A constant stream of amazing projections, further enhanced the whole experience, a picture of a bare scorched earth with the caption “Sorry future generations, we were drunk on petroleum” particularly grabbed my attention.
One of the stand outs which particularly hit home was ‘Poem’, from the first album, “Cos that’s what we need now to make the place neat, take the homeless man’s rags, no sleeping bags, no place to sleep” . As we all trundled home, we would pass the ever growing numbers of homeless people, huddled up in doorways in the city centre. The song was a truly poignant, hard hitting reflection of what’s happening out there right now.
The anthem ‘Pit Pony’ brought out the most enthusiastic dancing near the stage. An energetic track, tinged with a hint of 50’s guitar lines. It was impossible to resist the temptation to dance to that, and the whole audience swayed along behind the exuberant youths in the front row.
Final song, ‘Thank you’ was dedicated to all the ladies who had influenced Louisa and touchingly she also paid tribute to her young son “for allowing his mum to go on tour”.

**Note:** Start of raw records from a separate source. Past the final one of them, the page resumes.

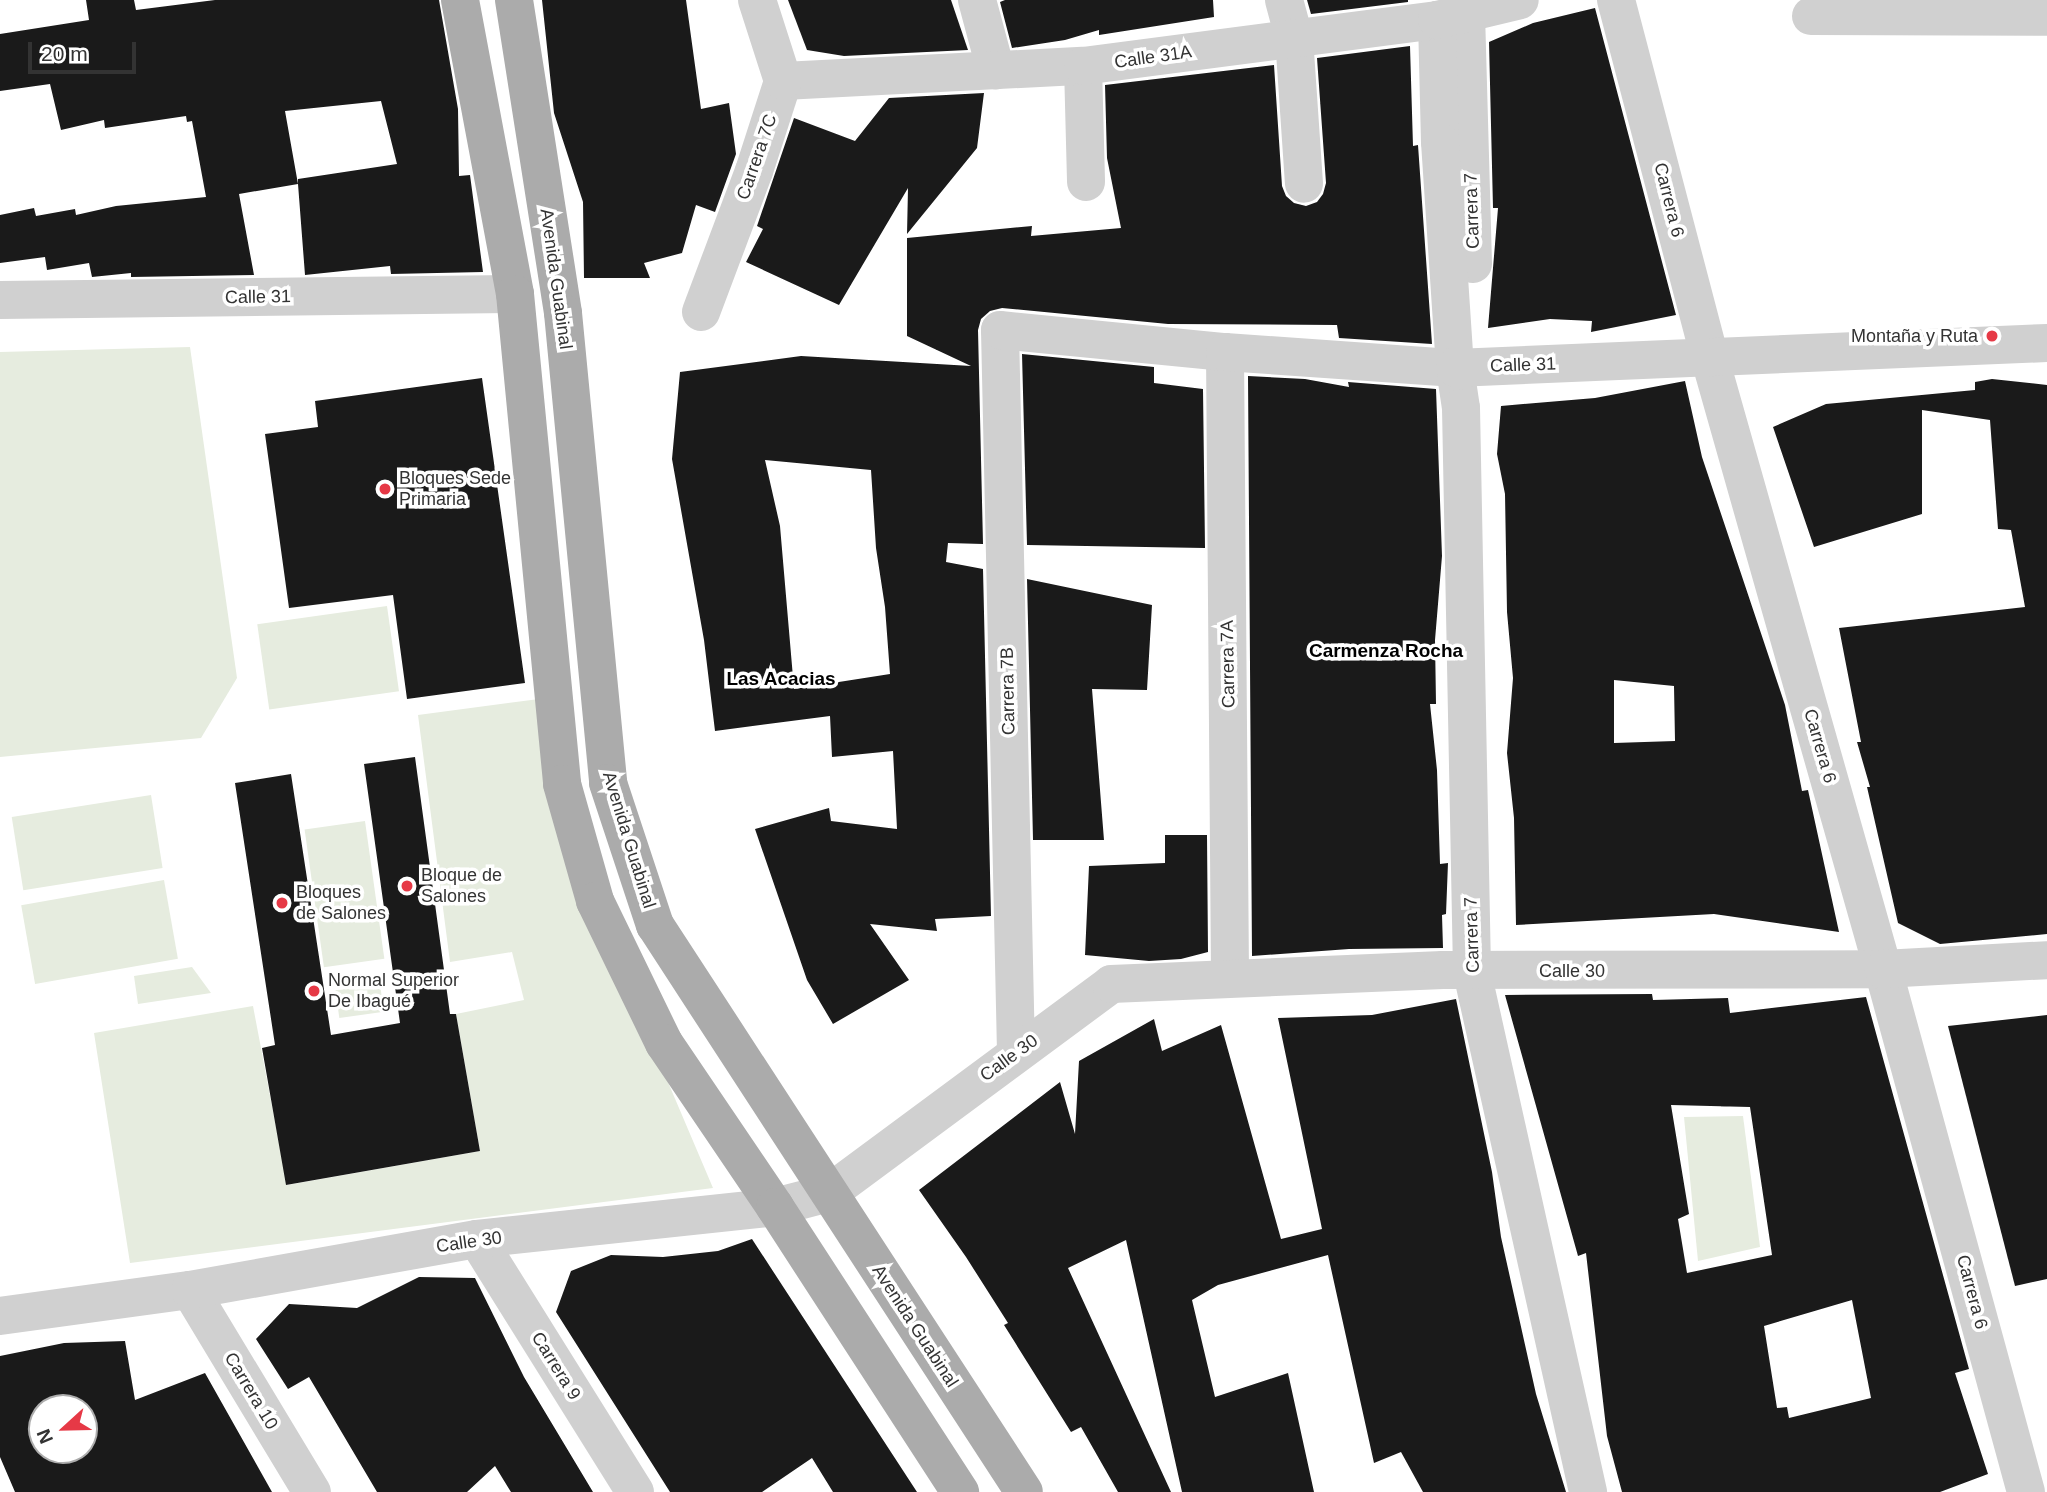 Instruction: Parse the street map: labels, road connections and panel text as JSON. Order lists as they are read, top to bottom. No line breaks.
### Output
{"streets":{"main road":["Avenida Guabinal"],"street":["Calle 31A","Carrera 7C","Carrera 6","Carrera 7","Calle 31","Carrera 7A","Carrera 7B","Calle 30","Carrera 9","Carrera 10"]},"crossings":[["Calle 31A","Carrera 7C"],["Calle 31A","Carrera 7"],["Carrera 6","Calle 31"],["Carrera 6","Calle 30"],["Carrera 7","Calle 31"],["Carrera 7","Calle 30"],["Avenida Guabinal","Calle 30"],["Calle 31","Carrera 7A"],["Calle 31","Carrera 7B"],["Carrera 7A","Calle 30"],["Carrera 7B","Calle 30"],["Calle 30","Carrera 9"],["Calle 30","Carrera 10"]],"districts":["Carmenza Rocha","Las Acacias"],"places":["Montaña y Ruta","Bloques Sede Primaria","Bloque de Salones","Bloques de Salones","Normal Superior De Ibagué"],"scale_bar":"20 m","north":"left"} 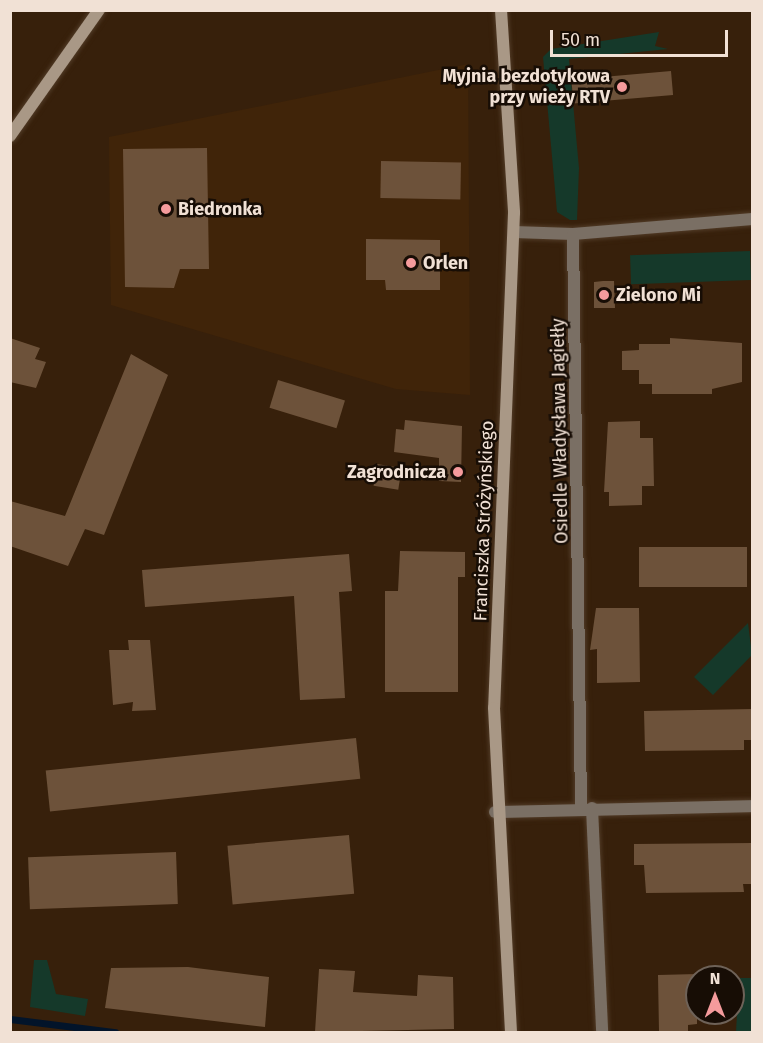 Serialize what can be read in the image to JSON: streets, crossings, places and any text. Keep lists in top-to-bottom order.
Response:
{
  "streets": {
    "street": ["Osiedle Władysława Jagiełły", "Franciszka Stróżyńskiego"]
  },
  "places": [
    "Myjnia bezdotykowa przy wieży RTV",
    "Biedronka",
    "Orlen",
    "Zielono Mi",
    "Zagrodnicza"
  ],
  "scale_bar": "50 m",
  "north": "top"
}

The audience demanded an encore, so ’No hole in my head’, their recently released single and cover of Malvina Reynolds’ protest song, played the audience out. It’s refreshing that SDTG are compelled to write these songs as we have been waiting a long time for someone to carry on what Billy Bragg started in the 1980s. We need these voices of protest to be heard more than ever in these testing times.